- Vitamin D plays a vital role in bone health
- The Institute of Medicine released a 2010 report that provided public health recommendations for vitamin D intake based on bone health outcomes
- Many observational studies have reported a relationship between vitamin D insufficiency and adverse nonskeletal health outcomes, including cardiovascular disease, cancer, diabetes, and autoimmune disorders, but evidence from randomized clinical trials on the potential nonskeletal benefits of vitamin D is sparse
- Excessive vitamin D intake should be avoided because of the potential for harm and the lack of evidence from well-designed clinical trials that vitamin D intake beyond the recommended amount affords greater skeletal or nonskeletal health benefits
- Among women who have an increased risk of vitamin D insufficiency or bone loss, 25OHD concentration should be measured and vitamin D supplementation should be provided as necessary to achieve the target 25OHD level
What we recommend for treatment
The IOM report provided the medical community with evidence-based recommendations for vitamin D intake at the population level, based on a public health perspective.1,2 However, the public health guideline model must be distinguished from the medical model, in which shared clinical decision-making between physician and patient occurs on an individual level and is informed by individual clinical risk factors. The public health recommendations detailed in the IOM report are not intended to replace or interfere with clinical judgment or preclude individualized clinical decision-making.
The debate over optimal levels of vitamin D supplementation for individual patients who have osteoporosis or other health conditions continues.15 Here, we provide general guidelines for treatment, based on the evidence available to date.
Clear benefits of vitamin D in bone health notwithstanding, advise your patients to avoid excessive intake because it can cause harm. See “More is not necessarily better”.
Recommendations for healthy adult nonpregnant women
Vitamin D intake: We recommend a daily vitamin D intake of 600 IU for healthy nonpregnant women up to age 70 years (and 800 Â IU daily for women older than 70 years) who are at average risk of vitamin D insufficiency and bone loss, consistent with the IOM recommendations. The IOM guidelines assume minimal to no sun exposure.
Measurement of 25OHD: It is not necessary to routinely measure the 25OHD level in these women. However, it is prudent to measure 25OHD in women who have risk factors for vitamin D insufficiency (TABLE 1) or a clinical condition associated with severe vitamin D deficiency. In these cases, if the 25OHD level is found to be below 20 ng/mL, vitamin D therapy should be initiated, with the goal of boosting the 25OHD level above the threshold of 20 ng/mL.

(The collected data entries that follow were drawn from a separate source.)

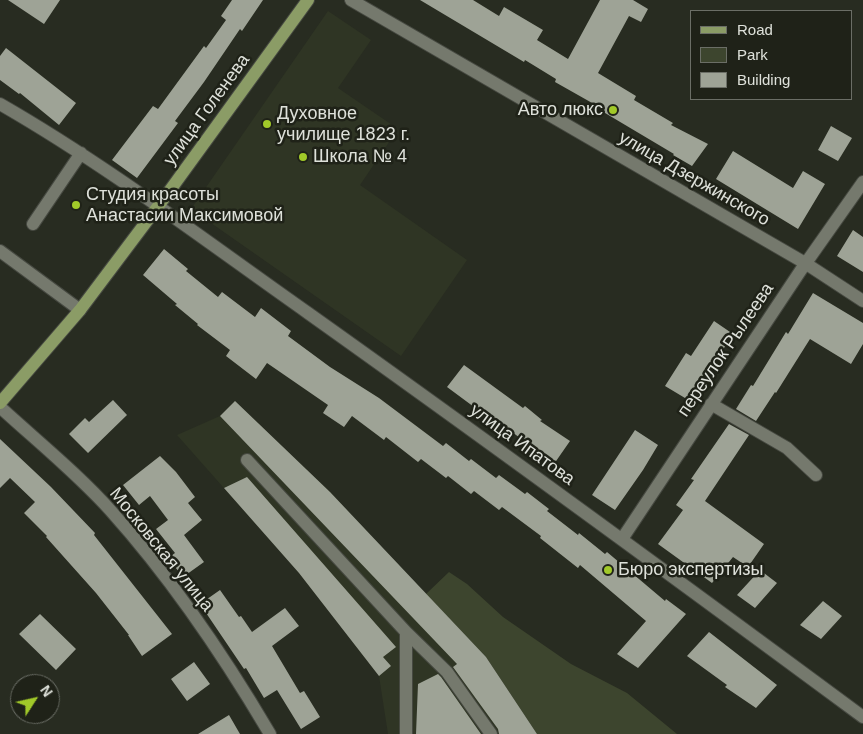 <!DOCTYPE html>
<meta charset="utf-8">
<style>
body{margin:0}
#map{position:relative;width:863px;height:734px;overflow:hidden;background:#282c21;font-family:Arial,sans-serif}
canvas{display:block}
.legend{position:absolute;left:690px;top:10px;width:162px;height:90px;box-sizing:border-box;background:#1f2218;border:1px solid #6b6e66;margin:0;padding:6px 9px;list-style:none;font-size:15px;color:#dee1da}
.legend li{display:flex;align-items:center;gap:10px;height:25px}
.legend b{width:25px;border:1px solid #6b6e66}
.north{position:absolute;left:10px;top:674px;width:50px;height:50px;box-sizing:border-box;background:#1f2218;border:1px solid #6b6e66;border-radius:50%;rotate:55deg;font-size:14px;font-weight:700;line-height:20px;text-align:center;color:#dee1da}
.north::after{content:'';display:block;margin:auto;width:18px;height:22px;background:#a1c929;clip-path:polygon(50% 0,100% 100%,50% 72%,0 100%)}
</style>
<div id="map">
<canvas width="863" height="734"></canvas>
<ul class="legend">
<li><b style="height:6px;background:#8b9c66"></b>Road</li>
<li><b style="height:14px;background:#3d452e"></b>Park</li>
<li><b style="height:14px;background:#9ea396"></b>Building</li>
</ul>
<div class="north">N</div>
</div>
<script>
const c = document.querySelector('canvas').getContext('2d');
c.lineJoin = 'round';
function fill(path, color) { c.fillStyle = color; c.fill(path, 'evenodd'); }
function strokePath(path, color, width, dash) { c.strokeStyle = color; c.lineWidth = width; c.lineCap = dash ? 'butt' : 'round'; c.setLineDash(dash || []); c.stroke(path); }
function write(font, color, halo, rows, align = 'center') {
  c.font = font + ' Arial,sans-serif'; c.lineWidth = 5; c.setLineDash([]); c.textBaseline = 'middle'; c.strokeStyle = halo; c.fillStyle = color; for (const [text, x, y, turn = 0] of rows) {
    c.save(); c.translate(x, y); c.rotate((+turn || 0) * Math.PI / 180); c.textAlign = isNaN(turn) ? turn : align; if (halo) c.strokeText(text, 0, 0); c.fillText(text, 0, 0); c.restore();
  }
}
fill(new Path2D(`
 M 328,11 L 371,40 L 338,88 L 398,129 L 360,185 L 467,260 L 401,356 L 191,209 Z
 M 235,401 L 330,492 L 485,657 L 537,734 L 388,734 L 379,676 L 299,573 L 177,435 L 220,416 Z`), '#2f3524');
fill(new Path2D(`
 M 449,572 L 467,584 L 503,617 L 571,664 L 627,693 L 677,734 L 537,734 L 486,657 L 426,594 Z`), '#3d452e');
fill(new Path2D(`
 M 8,0 L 60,0 L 44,24 Z
 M 232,0 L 263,0 L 242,31 L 240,29 L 204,82 L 175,121 L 178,123 L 137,178 L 112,160 L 153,106 L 158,109 L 204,46 L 206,48 L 226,20 L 221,16 Z
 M 420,0 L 473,0 L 499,16 L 504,7 L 543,30 L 537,40 L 568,59 L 600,0 L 633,0 L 648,9 L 641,22 L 629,16 L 598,73 L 636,96 L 634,100 L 673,123 L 671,125 L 708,144 L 692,166 L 673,155 L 674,154 L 600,110 L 601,108 L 555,82 L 556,79 L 525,60 L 524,62 Z
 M 6,48 L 76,103 L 59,125 L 20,93 L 19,94 L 0,80 L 0,56 Z
 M 831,126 L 852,138 L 838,161 L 818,150 Z
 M 733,151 L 793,188 L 803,171 L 825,184 L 798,229 L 716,179 Z
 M 853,230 L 863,237 L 863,272 L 837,256 Z
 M 164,249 L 188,269 L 186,271 L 218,297 L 222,292 L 255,317 L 261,308 L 291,331 L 288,336 L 330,367 L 379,398 L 443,446 L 446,443 L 469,461 L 471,459 L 496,478 L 499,475 L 525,494 L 527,492 L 549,509 L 547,511 L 578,535 L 579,533 L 605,554 L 607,552 L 665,601 L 666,599 L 686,614 L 638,668 L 617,654 L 646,621 L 580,565 L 578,568 L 540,538 L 541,536 L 502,507 L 499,510 L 474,491 L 471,494 L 448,476 L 446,478 L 421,459 L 418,462 L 386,437 L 384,440 L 352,416 L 344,427 L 323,413 L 328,405 L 267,363 L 256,379 L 226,356 L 230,350 L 197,325 L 198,324 L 175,305 L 177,304 L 143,275 Z
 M 813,293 L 863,323 L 863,344 L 851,364 L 810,339 L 776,393 L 775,392 L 756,421 L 736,409 L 751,385 L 753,386 L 786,332 L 788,334 Z
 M 714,321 L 733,334 L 690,401 L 665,386 L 686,353 L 691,356 Z
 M 464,365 L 523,408 L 525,406 L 542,420 L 540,421 L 570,441 L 554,464 L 499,422 L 497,424 L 447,387 Z
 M 113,400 L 127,415 L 88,453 L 69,434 L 85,418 L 89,422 Z
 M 235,401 L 330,492 L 486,657 L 537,734 L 499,734 L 498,729 L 453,667 L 457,664 L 220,416 Z
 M 729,424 L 749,435 L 705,501 L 764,544 L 748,567 L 733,557 L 712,583 L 658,544 L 683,510 L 676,505 L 694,480 L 691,479 Z
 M 635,430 L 658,445 L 643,470 L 615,510 L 592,495 Z
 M 0,439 L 51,487 L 95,533 L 94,535 L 172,634 L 142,656 L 128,635 L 129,635 L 96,593 L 46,537 L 47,536 L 24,513 L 35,502 L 10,478 L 0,488 Z
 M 160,456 L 176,472 L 195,497 L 188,503 L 202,520 L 184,535 L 204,562 L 183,577 L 168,558 L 175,553 L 156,529 L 168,520 L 150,496 L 139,505 L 123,485 Z
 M 247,477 L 396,647 L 383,657 L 391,666 L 379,676 L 299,573 L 224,488 Z
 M 760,570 L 777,583 L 755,608 L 737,595 Z
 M 220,590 L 239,617 L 241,616 L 252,632 L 285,608 L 299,626 L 272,646 L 300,693 L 304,691 L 320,717 L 301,729 L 277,690 L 264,698 L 246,668 L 244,669 L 200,604 Z
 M 823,601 L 842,616 L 821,639 L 800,625 Z
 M 40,614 L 76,649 L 56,670 L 19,634 Z
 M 709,632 L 777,685 L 756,708 L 725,687 L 727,685 L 687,656 Z
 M 194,662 L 210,684 L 187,701 L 171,679 Z
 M 438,674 L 441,677 L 481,734 L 416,734 L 418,684 Z
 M 229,715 L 240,734 L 198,734 Z`), '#9ea396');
const minor = new Path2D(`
 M 351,0 L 805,263 L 863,301
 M 0,104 C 108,166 207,242 308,313 C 495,446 679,581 863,717
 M 33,224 L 81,153
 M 0,251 L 80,310
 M 711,404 L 787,448 L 816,475
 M 0,407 C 37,441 78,474 111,511 C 172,579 224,656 270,734
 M 247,460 L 406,632 L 447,672 L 491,734
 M 622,539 L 801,270 L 863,182
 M 406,632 L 406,734`);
const major = new Path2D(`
 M 0,403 L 80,310 L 168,193 L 308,0`);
strokePath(minor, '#464941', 14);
strokePath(major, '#464941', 14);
strokePath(minor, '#75796d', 12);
strokePath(major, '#8b9c66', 12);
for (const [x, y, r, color] of [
 [613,110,5,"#a1c929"],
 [267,124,5,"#a1c929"],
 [303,157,5,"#a1c929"],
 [76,205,5,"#a1c929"],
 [608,570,5,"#a1c929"]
]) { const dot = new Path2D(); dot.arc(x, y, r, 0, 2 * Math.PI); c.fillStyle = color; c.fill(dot); strokePath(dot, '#1f2218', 2); }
write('18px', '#dee1da', '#1f2218', [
 ["улица Голенева",207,110,-54],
 ["улица Дзержинского",694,179,30],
 ["переулок Рылеева",726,350,-56],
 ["улица Ипатова",522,445,36],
 ["Московская улица",161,550,51]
]);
write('18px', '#dee1da', '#1f2218', [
 ["Авто люкс",603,110,"right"],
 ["Духовное",277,114],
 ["училище 1823 г.",277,135],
 ["Школа № 4",313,157],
 ["Студия красоты",86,195],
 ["Анастасии Максимовой",86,216],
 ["Бюро экспертизы",618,570]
], 'left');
</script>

Treatment of vitamin D insufficiency: Options include daily vitamin D supplementation and higher-dose weekly preparations.
Many clinicians treat severe vitamin D insufficiency with 50,000 IU of vitamin D2 once weekly for 8 weeks, followed by a maintenance dose (described below) of vitamin D to preserve the target 25OHD level.5 An alternative is daily vitamin D supplementation, with the dosage based on the degree of insufficiency.
A general rule of thumb, for persons who have normal vitamin D absorption, is that every 1,000 IU of vitamin D3 ingested daily increases the 25OHD level by approximately 6 to 10 ng/mL.4,16 However, the incremental increase in the 25OHD concentration varies among individuals, depending on the baseline 25OHD level, with a greater incremental increase occurring at lower baseline 25OHD levels.
Monitoring of the 25OHD level after adjustment of the dosage is necessary to ensure that the target level is achieved.
Maintaining an adequate vitamin D level: Once vitamin D insufficiency has been corrected, a maintenance dosage of vitamin D should be selected—commonly 800 to 1,000 Â IU daily. A higher maintenance dosage may be required for persons who have genetic or ongoing environmental factors that predispose them to vitamin D insufficiency.
Vitamin D3 is reportedly more potent than D2 in increasing the 25OHD level,17 although this finding has not been universal.18 Monthly or twice-monthly administration of 50,000 IU of vitamin D2 is another option for maintenance of vitamin D sufficiency,5,16 although daily doses are more commonly used and are readily available in over-the-counter preparations.
Regardless of the regimen selected, the 25OHD level should be measured again approximately 3 months after a change in dosage to ensure that the target level has been achieved, with further dosage adjustments as indicated.
Recommendations for adult women at increased risk of skeletal disease
Measurement of 25OHD: The 25OHD level should be measured among women at increased risk of vitamin D insufficiency, bone loss, or fracture and among women who have established skeletal disease.